Ho Peng Kee explains in Parliament why Keppel directors were not prosecuted in 1995 Exxon Bribery case

When pressed further, Ho Peng Kee would not say why the directors were not prosecuted. Instead, he kept reiterating the Public Prosecutor’s stated view that they did not act for their personal gain.

“But this reasoning also raises questions,” Prof Woon said. “Why do employees of a company bribe others to get business?”

“It is true that they may not benefit directly (unlike where they receive bribes),” he explained. “Employees have KPIs to meet. More business translates into bigger profits for the company (or at least smaller losses). This in turn leads to enhanced bonuses and improved promotion prospects. For the directors, there is also the prestige associated with leading a ‘successful’ company.”

In other words, Prof Woon was referring to the indirect benefits an individual may get through bribery.

Punishing the people involved

Prof Woon explained that companies cannot be deterred from bad behaviour as a company cannot think for itself. It has no personal morality or conscience. Fines are merely written off as a cost of business, he added.

“It is therefore for the sake of deterrence – specific and general – that the humans responsible for corruption should be prosecuted as well,” Prof Woon asserted.

In general, Prof Woon thinks that penalties for bribery and embezzlement are already sufficient under our laws. “The toolkit is already there,” he said.
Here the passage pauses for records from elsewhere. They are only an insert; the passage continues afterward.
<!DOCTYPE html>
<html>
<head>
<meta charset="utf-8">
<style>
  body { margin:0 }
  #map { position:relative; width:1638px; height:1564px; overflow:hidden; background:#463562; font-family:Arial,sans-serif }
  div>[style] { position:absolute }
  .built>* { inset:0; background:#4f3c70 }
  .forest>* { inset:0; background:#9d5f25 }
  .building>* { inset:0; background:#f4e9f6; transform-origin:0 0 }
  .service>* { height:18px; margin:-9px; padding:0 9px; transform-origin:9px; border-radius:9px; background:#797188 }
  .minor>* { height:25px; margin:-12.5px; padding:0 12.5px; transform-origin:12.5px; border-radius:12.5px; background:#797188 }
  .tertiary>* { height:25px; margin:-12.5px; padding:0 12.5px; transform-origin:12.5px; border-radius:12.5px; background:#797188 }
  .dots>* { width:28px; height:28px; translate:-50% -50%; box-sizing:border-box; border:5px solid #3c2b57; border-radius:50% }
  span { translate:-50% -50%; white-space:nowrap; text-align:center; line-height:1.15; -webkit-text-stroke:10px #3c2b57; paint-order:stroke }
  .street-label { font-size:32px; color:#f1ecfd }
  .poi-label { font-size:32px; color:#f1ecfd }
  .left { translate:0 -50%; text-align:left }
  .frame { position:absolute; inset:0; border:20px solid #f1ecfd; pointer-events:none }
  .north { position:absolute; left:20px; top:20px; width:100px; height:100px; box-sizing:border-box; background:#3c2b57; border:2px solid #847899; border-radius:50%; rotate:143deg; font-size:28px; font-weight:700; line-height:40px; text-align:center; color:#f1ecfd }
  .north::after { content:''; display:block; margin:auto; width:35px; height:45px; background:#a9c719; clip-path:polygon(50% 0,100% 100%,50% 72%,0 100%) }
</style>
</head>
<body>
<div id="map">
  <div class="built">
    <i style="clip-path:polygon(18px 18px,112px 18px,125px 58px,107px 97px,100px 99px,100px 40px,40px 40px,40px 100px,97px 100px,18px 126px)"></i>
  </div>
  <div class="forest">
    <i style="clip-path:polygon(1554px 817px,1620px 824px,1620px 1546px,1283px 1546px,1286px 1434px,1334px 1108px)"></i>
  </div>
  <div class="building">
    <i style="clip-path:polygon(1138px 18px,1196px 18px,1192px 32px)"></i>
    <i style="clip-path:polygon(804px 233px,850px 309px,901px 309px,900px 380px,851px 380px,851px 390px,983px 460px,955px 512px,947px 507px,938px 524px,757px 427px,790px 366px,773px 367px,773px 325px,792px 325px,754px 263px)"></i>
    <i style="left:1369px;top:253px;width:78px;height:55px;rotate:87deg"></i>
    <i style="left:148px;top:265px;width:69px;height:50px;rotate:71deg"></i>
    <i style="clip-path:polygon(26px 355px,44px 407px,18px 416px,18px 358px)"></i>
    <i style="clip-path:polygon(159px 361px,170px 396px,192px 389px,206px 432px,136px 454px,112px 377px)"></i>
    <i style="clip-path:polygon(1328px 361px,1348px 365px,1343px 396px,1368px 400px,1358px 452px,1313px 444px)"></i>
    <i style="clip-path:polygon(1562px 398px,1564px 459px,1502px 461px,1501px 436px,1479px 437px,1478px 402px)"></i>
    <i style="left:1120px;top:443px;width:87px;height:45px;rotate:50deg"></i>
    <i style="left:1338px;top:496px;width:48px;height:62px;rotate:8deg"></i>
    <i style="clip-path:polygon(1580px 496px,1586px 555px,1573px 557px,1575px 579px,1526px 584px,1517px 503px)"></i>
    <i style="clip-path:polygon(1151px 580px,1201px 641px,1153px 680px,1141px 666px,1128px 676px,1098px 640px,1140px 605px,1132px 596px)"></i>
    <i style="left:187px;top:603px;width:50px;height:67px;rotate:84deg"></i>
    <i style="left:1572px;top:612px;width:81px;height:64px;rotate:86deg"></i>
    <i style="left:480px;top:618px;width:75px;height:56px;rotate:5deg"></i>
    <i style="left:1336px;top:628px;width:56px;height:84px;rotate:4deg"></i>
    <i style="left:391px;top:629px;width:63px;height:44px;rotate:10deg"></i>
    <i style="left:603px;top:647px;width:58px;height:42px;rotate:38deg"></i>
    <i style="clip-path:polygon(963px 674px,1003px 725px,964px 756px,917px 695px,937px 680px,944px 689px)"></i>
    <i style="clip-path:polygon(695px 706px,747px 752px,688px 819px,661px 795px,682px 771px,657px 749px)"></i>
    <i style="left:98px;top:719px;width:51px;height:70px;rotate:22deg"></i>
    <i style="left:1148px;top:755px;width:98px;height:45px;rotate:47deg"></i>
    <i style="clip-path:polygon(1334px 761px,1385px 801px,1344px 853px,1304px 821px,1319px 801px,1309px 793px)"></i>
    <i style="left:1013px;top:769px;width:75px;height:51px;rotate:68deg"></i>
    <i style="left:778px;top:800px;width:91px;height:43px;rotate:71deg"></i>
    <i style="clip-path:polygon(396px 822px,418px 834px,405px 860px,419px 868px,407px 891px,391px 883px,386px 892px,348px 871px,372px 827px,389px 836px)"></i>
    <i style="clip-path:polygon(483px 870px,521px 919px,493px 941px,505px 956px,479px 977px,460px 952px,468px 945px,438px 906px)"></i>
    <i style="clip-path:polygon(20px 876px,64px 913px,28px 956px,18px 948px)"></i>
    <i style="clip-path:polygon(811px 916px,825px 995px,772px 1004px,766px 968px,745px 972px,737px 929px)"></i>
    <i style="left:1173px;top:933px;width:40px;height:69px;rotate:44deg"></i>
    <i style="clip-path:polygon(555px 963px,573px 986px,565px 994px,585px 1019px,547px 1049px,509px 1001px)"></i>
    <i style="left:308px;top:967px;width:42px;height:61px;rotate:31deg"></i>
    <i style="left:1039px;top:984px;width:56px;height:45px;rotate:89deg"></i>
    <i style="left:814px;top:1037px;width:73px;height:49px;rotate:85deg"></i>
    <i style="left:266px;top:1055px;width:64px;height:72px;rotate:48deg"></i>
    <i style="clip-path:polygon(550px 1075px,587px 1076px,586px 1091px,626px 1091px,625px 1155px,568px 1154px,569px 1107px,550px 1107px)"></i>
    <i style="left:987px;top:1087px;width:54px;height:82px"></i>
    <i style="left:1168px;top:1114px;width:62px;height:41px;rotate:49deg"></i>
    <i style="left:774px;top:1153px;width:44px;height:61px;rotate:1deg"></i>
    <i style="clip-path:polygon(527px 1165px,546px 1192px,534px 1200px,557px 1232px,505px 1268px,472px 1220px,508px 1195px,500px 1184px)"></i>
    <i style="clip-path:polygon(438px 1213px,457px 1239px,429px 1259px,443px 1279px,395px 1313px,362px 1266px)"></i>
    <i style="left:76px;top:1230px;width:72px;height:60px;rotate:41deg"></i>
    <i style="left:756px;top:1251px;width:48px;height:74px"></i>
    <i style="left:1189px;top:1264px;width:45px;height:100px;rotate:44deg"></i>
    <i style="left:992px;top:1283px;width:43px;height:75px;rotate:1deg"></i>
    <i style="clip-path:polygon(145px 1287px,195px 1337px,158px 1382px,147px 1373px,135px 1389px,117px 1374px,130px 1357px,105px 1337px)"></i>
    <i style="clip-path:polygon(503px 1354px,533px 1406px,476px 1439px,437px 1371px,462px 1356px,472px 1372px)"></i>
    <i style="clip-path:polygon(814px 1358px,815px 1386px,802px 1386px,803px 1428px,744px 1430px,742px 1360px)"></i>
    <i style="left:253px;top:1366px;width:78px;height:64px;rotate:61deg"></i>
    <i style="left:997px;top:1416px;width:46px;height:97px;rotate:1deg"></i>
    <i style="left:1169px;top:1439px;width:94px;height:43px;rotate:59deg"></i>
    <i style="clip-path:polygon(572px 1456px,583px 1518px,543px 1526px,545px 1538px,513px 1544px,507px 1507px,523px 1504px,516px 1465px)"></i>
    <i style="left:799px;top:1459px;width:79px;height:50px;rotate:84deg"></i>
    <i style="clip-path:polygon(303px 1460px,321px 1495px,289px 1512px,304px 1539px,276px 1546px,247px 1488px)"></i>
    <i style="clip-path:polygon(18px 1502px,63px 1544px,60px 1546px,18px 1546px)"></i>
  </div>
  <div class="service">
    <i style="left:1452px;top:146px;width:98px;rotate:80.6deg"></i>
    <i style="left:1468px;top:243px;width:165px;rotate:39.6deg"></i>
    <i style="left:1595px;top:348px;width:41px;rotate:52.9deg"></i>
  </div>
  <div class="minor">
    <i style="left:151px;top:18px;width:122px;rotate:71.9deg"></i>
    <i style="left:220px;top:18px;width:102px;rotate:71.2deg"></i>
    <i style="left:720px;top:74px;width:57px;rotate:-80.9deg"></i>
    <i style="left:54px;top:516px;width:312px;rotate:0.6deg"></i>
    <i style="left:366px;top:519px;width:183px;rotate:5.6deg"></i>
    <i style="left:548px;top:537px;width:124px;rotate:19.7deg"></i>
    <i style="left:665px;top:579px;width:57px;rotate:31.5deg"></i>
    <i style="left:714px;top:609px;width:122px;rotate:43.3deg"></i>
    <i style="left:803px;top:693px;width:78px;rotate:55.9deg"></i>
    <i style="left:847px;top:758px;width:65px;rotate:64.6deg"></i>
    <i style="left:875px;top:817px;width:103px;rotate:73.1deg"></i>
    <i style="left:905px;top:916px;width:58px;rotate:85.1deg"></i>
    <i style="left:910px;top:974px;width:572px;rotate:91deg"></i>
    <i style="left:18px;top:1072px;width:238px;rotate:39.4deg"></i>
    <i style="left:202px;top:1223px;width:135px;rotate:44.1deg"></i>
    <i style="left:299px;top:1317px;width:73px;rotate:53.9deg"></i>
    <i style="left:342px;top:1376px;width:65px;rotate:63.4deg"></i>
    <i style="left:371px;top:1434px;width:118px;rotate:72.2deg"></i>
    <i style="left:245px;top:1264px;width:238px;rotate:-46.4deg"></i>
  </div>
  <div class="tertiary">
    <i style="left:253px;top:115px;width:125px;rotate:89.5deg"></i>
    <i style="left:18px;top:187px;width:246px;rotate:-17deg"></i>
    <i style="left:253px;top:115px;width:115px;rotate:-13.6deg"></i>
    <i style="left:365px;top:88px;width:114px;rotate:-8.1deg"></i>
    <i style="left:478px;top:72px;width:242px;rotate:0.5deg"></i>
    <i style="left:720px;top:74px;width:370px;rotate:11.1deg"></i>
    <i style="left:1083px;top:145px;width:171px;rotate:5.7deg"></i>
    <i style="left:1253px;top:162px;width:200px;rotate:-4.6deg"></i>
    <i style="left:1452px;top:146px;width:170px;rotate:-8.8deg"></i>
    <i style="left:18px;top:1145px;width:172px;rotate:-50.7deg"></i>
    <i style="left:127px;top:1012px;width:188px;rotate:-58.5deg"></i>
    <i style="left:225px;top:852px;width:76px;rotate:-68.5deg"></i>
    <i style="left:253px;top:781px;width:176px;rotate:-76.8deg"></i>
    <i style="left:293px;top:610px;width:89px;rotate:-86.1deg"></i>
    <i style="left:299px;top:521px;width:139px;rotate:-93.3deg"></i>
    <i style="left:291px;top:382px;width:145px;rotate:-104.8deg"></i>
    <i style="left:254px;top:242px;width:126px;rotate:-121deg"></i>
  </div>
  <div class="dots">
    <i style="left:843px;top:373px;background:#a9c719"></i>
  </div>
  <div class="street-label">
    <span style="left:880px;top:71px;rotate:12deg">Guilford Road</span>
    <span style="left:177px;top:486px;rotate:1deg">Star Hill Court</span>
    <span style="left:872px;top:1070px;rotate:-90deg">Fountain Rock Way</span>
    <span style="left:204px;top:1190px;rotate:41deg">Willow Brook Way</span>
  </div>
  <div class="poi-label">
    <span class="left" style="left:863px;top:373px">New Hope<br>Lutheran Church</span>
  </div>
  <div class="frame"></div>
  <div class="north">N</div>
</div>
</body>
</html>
But the decision who to prosecute and what laws to use in the prosecution lies with the Public Prosecutor, acting on behalf of the State.

But just fining companies is not enough as it only “trims the weeds without digging out the roots”, Prof Woon further explained with an analogy.

“Eradication of corruption requires that the humans responsible for the offenses account for their misdeeds, no matter how influential or well connected they may be,” he argued. “If we want to have standards, we must be willing and able to defend them.”

Prof Woon served as the AG for Singapore between 2008 and 2010 before returning to the academia.